In the absence of early antibiotic treatment, respiratory anthrax is fatal. The 2001 bioterrorism attacks in the US killed four people, out of 22 infected (10 of them with respiratory anthrax), despite massive antibiotic administration, probably because therapy did not begin until the disease had reached the fulminant stage. But a multi-agent prophylaxis initiated within 24 hours post-infection prevented development of fatal anthrax respiratory disease, and treatment combining antibiotics with immunization with a protective antigen-based vaccine conferred long-term protective immunity against reestablishment of the disease, according to a study in the April 2011 issue of the journal Antimicrobial Agents and Chemotherapy. This study is the first to characterize the severity of respiratory anthrax that can be cured.

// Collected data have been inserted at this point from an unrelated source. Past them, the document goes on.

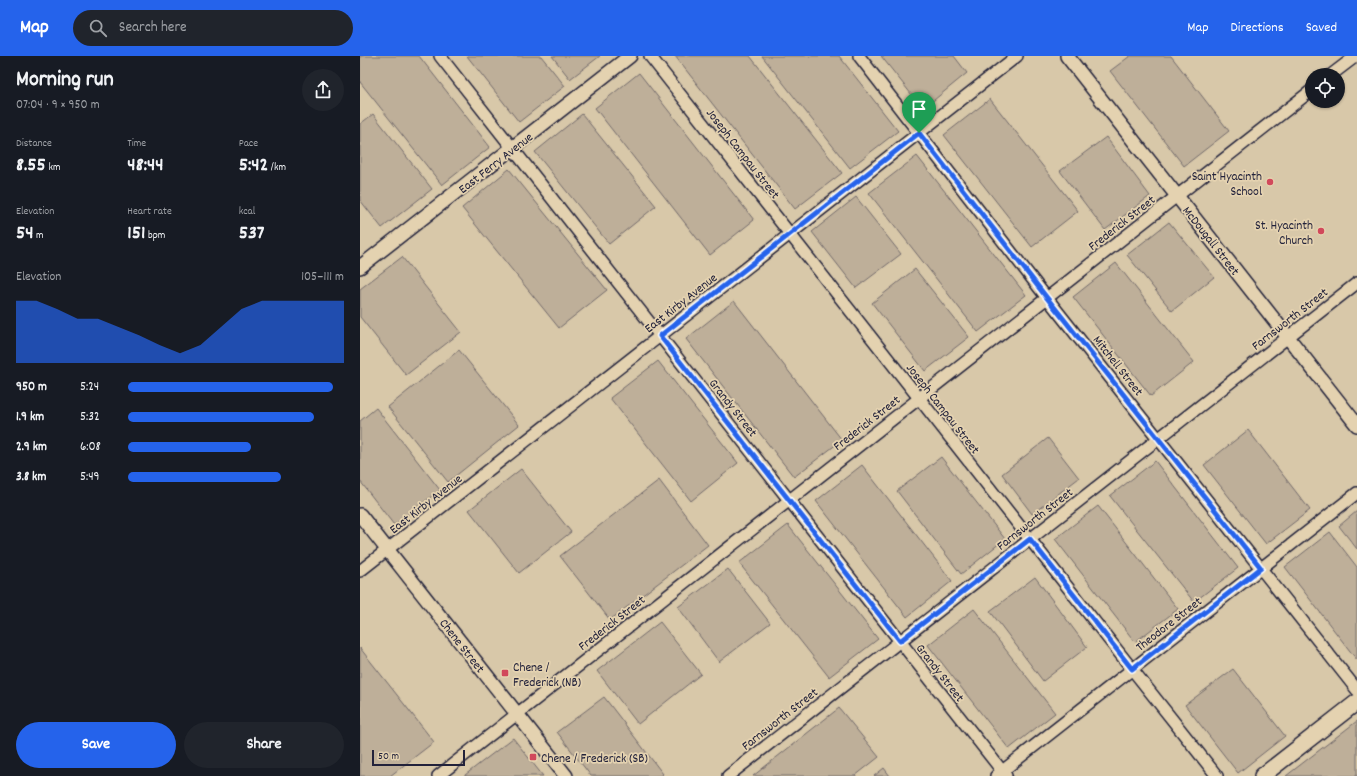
<!DOCTYPE html>
<meta charset="utf-8">
<style>
body{margin:0;font-family:Dekko,sans-serif;background:#20242c;color:#f1f3f6;height:100vh;display:flex;flex-direction:column;font-size:15px;white-space:nowrap}
*{box-sizing:border-box;margin:0}
p{font-size:13px;color:#9ea1a6}
.icon{flex:none;width:22px;height:22px;fill:none;stroke:currentColor;stroke-width:2;stroke-linecap:round;stroke-linejoin:round}
.map{position:relative;flex:1;overflow:hidden}
.sheet{display:flex;flex-direction:column;background:#171b24;width:360px}
.sheet>*{flex:none}
.buttons{position:absolute;left:945px;top:12px;display:grid;gap:8px}
.buttons a{display:grid;place-items:center;width:40px;height:40px;border-radius:50%;background:#171b24;box-shadow:0 1px 3px #0004;font-size:20px}
.scale{position:absolute;left:12px;bottom:10px;width:93px;box-sizing:border-box;padding-left:4px;border:2px solid #22223b;border-top:0;font-size:11px;line-height:14px;white-space:nowrap;color:#22223b;-webkit-text-stroke:3px #e4d2b0;paint-order:stroke}
.pin{position:absolute;display:grid;place-items:center;width:34px;height:34px;color:#fff;margin:-41px -17px;border-radius:50% 50% 50% 0;rotate:-45deg;box-shadow:0 0 4px #0007}
.pin .icon{rotate:45deg}
.round{display:grid;place-items:center;flex:none;width:42px;height:42px;border-radius:21px;background:#20242c}
.head{display:flex;align-items:center;justify-content:space-between;height:68px;padding:0 16px}
h1{font-size:22px;font-weight:700;line-height:30px}
.figures{display:grid;grid-template-columns:repeat(3,1fr);gap:6px;height:68px;padding:4px 16px}
.figures div{display:grid;align-content:center}
.figures b{font-size:20px;font-weight:700}
.figures small{font-size:11px;font-weight:400}
.figures p{font-size:11px}
.chart{height:112px;padding:8px 16px}
.chart p{display:flex;justify-content:space-between}
.chart svg{width:100%;height:72px;margin-top:4px;fill:#2563eb;opacity:.7}
.cta{display:flex;gap:8px;margin-top:auto;padding:8px 16px}
.cta a{flex:1;height:46px;border-radius:24px;background:#2563eb;color:#fff;font-size:16px;font-weight:700;line-height:46px;text-align:center}
.cta a+a{background:#20242c;color:#f1f3f6}
ul{padding:0 16px;list-style:none;font-size:13px}
li{display:grid;grid-template-columns:64px 48px 1fr;align-items:center;height:30px}
li i{height:10px;border-radius:5px;background:#2563eb}
header{display:flex;align-items:center;gap:24px;box-sizing:border-box;height:56px;padding:0 20px;background:#2563eb;color:#fff}
header strong{font-size:19px}
nav{display:flex;gap:22px;margin-inline-start:auto;font-size:14px}
.search{width:280px;height:36px;background:#20242c;display:flex;align-items:center;gap:10px;box-sizing:border-box;padding:0 14px;border-radius:22px;color:#9ea1a6;font-size:15px}
main{display:flex;flex:1;min-height:0}
.map>svg:first-child{display:block}
.green{fill:#beaf99;stroke:#70686a}
.lines{fill:none;stroke-linecap:round;stroke-linejoin:round}
.minor-casing{stroke:#22223b;stroke-width:14}
.tertiary-casing{stroke:#22223b;stroke-width:16}
.secondary-casing{stroke:#22223b;stroke-width:18}
.minor{stroke:#e4d2b0;stroke-width:11}
.tertiary{stroke:#e4d2b0;stroke-width:13}
.secondary{stroke:#e4d2b0;stroke-width:15}
.route-casing{stroke:#fff;stroke-width:8}
.route{stroke:#2563eb;stroke-width:5}
.poi-dot{fill:#d1495b;stroke:#e4d2b0;stroke-width:1.5}
.labels{text-anchor:middle;stroke-width:3.5;stroke-linejoin:round;paint-order:stroke}
.street-label{font-size:13px;fill:#22223b;stroke:#e4d2b0}
.poi-label{font-size:13px;fill:#22223b;stroke:#e4d2b0;text-anchor:end}
</style>
<header>
<strong>Map</strong>
<div class="search"><svg class="icon" aria-label="search" viewBox="0 0 24 24"><circle cx="10" cy="10" r="6"/><path d="M15 15l6 6"/></svg>Search here</div>
<nav><a>Map</a><a>Directions</a><a>Saved</a></nav>
</header>
<main>
<section class="sheet">
<div class="head"><div><h1>Morning run</h1><p>07:04 · 9 × 950 m</p></div><a class="round"><svg class="icon" aria-label="share" viewBox="0 0 24 24"><path d="M12 15V3M7 8l5-5 5 5M5 13v7h14v-7"/></svg></a></div>
<div class="figures">
<div><p>Distance</p><b>8.55<small> km</small></b></div>
<div><p>Time</p><b>48:44</b></div>
<div><p>Pace</p><b>5:42<small> /km</small></b></div>
</div>
<div class="figures">
<div><p>Elevation</p><b>54<small> m</small></b></div>
<div><p>Heart rate</p><b>151<small> bpm</small></b></div>
<div><p>kcal</p><b>537</b></div>
</div>
<div class="chart"><p><span>Elevation</span>105–111 m</p>
<svg viewBox="0 0 160 44" preserveAspectRatio="none"><path d="M0 44V6L10 6L20 11L30 17L40 17L50 22L60 27L70 33L80 38L90 33L100 22L110 11L120 6L130 6L140 6L150 6L160 6V44z"/></svg>
</div>
<ul>
<li><b>950 m</b>5:24<i style="width:95%"></i></li>
<li><b>1.9 km</b>5:32<i style="width:86%"></i></li>
<li><b>2.9 km</b>6:08<i style="width:57%"></i></li>
<li><b>3.8 km</b>5:49<i style="width:71%"></i></li>
</ul>
<div class="cta"><a>Save</a><a>Share</a></div>
</section>
<div class="map">
<svg width="997" height="720" viewBox="0 0 997 720">
<rect width="100%" height="100%" fill="#d8c8a9"/>
<filter id="ink" filterUnits="userSpaceOnUse"><feTurbulence type="fractalNoise" baseFrequency=".025" numOctaves="2"/><feDisplacementMap in="SourceGraphic" scale="8" xChannelSelector="R" yChannelSelector="G"/><feConvolveMatrix kernelMatrix="1 2 1 2 8 2 1 2 1" color-interpolation-filters="sRGB"/></filter>
<g filter="url(#ink)">
<g class="green">
<polygon points="0,0 59,0 130,91 82,129 0,26"/>
<polygon points="107,0 181,0 205,30 159,66"/>
<polygon points="192,0 240,0 210,23"/>
<polygon points="315,0 390,0 482,117 435,153"/>
<polygon points="402,0 479,0 538,75 490,112"/>
<polygon points="521,0 594,0 607,17 563,53"/>
<polygon points="770,0 811,0 869,75 824,110 750,15"/>
<polygon points="279,17 394,164 350,199 235,52"/>
<polygon points="630,43 718,155 672,191 584,79"/>
<polygon points="13,58 72,133 22,172 0,144 0,68"/>
<polygon points="222,58 296,150 249,188 175,96"/>
<polygon points="746,81 790,140 745,174 700,115"/>
<polygon points="557,100 666,239 618,276 509,137"/>
<polygon points="149,113 247,234 199,272 102,152"/>
<polygon points="496,141 541,198 496,232 452,176"/>
<polygon points="809,166 854,221 812,255 767,199"/>
<polygon points="42,201 101,276 46,319 0,261 0,233"/>
<polygon points="756,207 834,306 791,340 713,241"/>
<polygon points="555,213 609,281 565,315 512,247"/>
<polygon points="374,245 482,384 434,421 326,283"/>
<polygon points="99,294 159,369 88,426 28,351"/>
<polygon points="298,305 378,407 331,445 250,342"/>
<polygon points="16,352 80,434 34,469 0,425 0,365"/>
<polygon points="888,374 950,454 906,488 844,409"/>
<polygon points="688,382 719,422 672,458 642,418"/>
<polygon points="581,401 645,483 601,518 537,435"/>
<polygon points="795,405 878,512 834,546 750,440"/>
<polygon points="502,409 592,525 547,561 456,445"/>
<polygon points="161,413 211,476 159,517 109,454"/>
<polygon points="299,424 348,489 250,564 200,500"/>
<polygon points="738,450 818,553 775,586 695,483"/>
<polygon points="997,455 997,493 979,470"/>
<polygon points="428,469 518,583 469,621 379,507"/>
<polygon points="970,476 997,511 997,604 925,511"/>
<polygon points="368,513 410,567 359,606 318,551"/>
<polygon points="675,521 727,591 683,625 630,555"/>
<polygon points="614,553 695,657 649,693 568,589"/>
<polygon points="300,566 341,618 278,668 237,615"/>
<polygon points="0,592 74,686 30,720 0,720"/>
<polygon points="873,613 925,680 878,717 825,649"/>
<polygon points="244,641 303,718 301,720 231,720 197,676"/>
<polygon points="479,652 519,701 495,720 393,720"/>
<polygon points="997,665 997,720 926,720"/>
<polygon points="153,682 183,720 105,720 105,719"/>
<polygon points="524,712 530,720 514,720"/>
</g>
<g class="lines">
<g class="minor-casing">
<g id="minor">
<polyline points="80,0 646,720"/>
<polyline points="290,0 772,613 857,720"/>
<polyline points="499,0 687,242 997,634"/>
<polyline points="971,19 996,0"/>
<polyline points="0,515 657,0"/>
<polyline points="78,720 952,34"/>
<polyline points="368,720 997,227"/>
<polyline points="636,720 997,437"/>
</g>
</g>
<g class="tertiary-casing">
<g id="tertiary">
<polyline points="707,0 997,369"/>
<polyline points="0,211 270,0"/>
<polyline points="0,459 206,720"/>
</g>
</g>
<g class="secondary-casing">
<polyline id="secondary" points="902,720 997,646"/>
</g>
<use href="#minor" class="minor"/>
<use href="#tertiary" class="tertiary"/>
<use href="#secondary" class="secondary"/>
</g>
</g>
<g class="lines" filter="url(#ink)">
<g class="route-casing">
<polygon id="route" points="559,77 687,242 901,512 772,613 670,483 540,585 300,280"/>
</g>
<use href="#route" class="route"/>
</g>
<g class="poi-dot">
<circle cx="910" cy="126" r="4"/>
<circle cx="961" cy="175" r="4"/>
<rect x="141" y="613" width="8" height="8" rx="2"/>
<rect x="169" y="697" width="8" height="8" rx="2"/>
</g>
<g class="labels">
<g class="street-label">
<text transform="translate(384 97) rotate(52)" y="5">Joseph Campau Street</text>
<text transform="translate(135 106) rotate(-38)" y="5">East Ferry Avenue</text>
<text transform="translate(761 166) rotate(-38)" y="5">Frederick Street</text>
<text transform="translate(852 184) rotate(52)" y="5">McDougall Street</text>
<text transform="translate(320 246) rotate(-38)" y="5">East Kirby Avenue</text>
<text transform="translate(929 262) rotate(-38)" y="5">Farnsworth Street</text>
<text transform="translate(759 309) rotate(52)" y="5">Mitchell Street</text>
<text transform="translate(374 351) rotate(52)" y="5">Grandy Street</text>
<text transform="translate(584 352) rotate(52)" y="5">Joseph Campau Street</text>
<text transform="translate(506 366) rotate(-38)" y="5">Frederick Street</text>
<text transform="translate(65 447) rotate(-38)" y="5">East Kirby Avenue</text>
<text transform="translate(674 462) rotate(-38)" y="5">Farnsworth Street</text>
<text transform="translate(251 566) rotate(-38)" y="5">Frederick Street</text>
<text transform="translate(808 567) rotate(-38)" y="5">Theodore Street</text>
<text transform="translate(103 589) rotate(52)" y="5">Chene Street</text>
<text transform="translate(581 616) rotate(52)" y="5">Grandy Street</text>
<text transform="translate(419 662) rotate(-38)" y="5">Farnsworth Street</text>
</g>
<g class="poi-label">
<text x="902" y="124">Saint Hyacinth<tspan x="902" dy="15">School</tspan></text>
<text x="953" y="173">St. Hyacinth<tspan x="953" dy="15">Church</tspan></text>
<text x="153" y="615" text-anchor="start">Chene /<tspan x="153" dy="15">Frederick (NB)</tspan></text>
<text x="181" y="706" text-anchor="start">Chene / Frederick (SB)</text>
</g>
</g>
</svg>
<div class="buttons">
<a><svg class="icon" aria-label="locate" viewBox="0 0 24 24"><circle cx="12" cy="12" r="6"/><path d="M12 2v4M12 18v4M2 12h4M18 12h4"/></svg></a>
</div>
<div class="scale">50 m</div>
<div class="pin" style="left:559px;top:77px;background:#1e9e55"><svg class="icon" aria-label="arrive" viewBox="0 0 24 24"><path d="M6 21V4h12l-3 4 3 4H6"/></svg></div>
</div>
</main>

The researchers, all from the Israel Institute for Biological Research, Ness-Ziona, tested both the efficiency of different therapeutic approaches in preventing fatal disease from developing in infected animals, and their ability to cure animals in which the disease had developed into a systemic, septic phase. Rescue remains possible with appropriate agents even if initiated two days after infection.

Treatment initiated 24 hours after infection with any of four antibiotics protected the animals during treatment, but many of the animals died of anthrax after treatment was stopped, the antibiotics conferring degrees of protection ranging from 10-90 percent. Combining antibiotic treatment with a protective antigen vaccine left all animals fully protected even after the end of treatment.

Animals whose treatment was delayed beyond 24 hours post-infection developed varying degrees of bacteremia and toxemia. Treatment with doxycycline cured both sick guinea pigs and rabbits exhibiting low to moderate bacteremia; adding protective antigen vaccine to the mix boosted the level of bacteremia that was curable 10-fold in the guinea pigs and 20-fold in the rabbits. But ciprofloxacin plus a monoclonal anti-protective antigen antibody was still more effective.

In all cases, the surviving animals developed immunity against anthrax via subcutaneous challenge.

"Our results suggest that doxycycline and ciprofloxacin are efficient antibiotics to treat anthrax, not only as post-exposure prophylaxis, but also during the systemic phase of the disease," the researchers write. "Treatment with both antibiotics can cure guinea pigs and rabbits in an advanced stage of systemic anthrax"

(S. Weiss, D. Kobiler, H. Levy, A. Pass, Y. Ophir, N. Rothschild, A. Tal, J. Schlomovitz, and Z. Altboum, 2011. Antibiotics cure anthrax in animal models. Antim. Agents Chemother. 55:1533-1542.)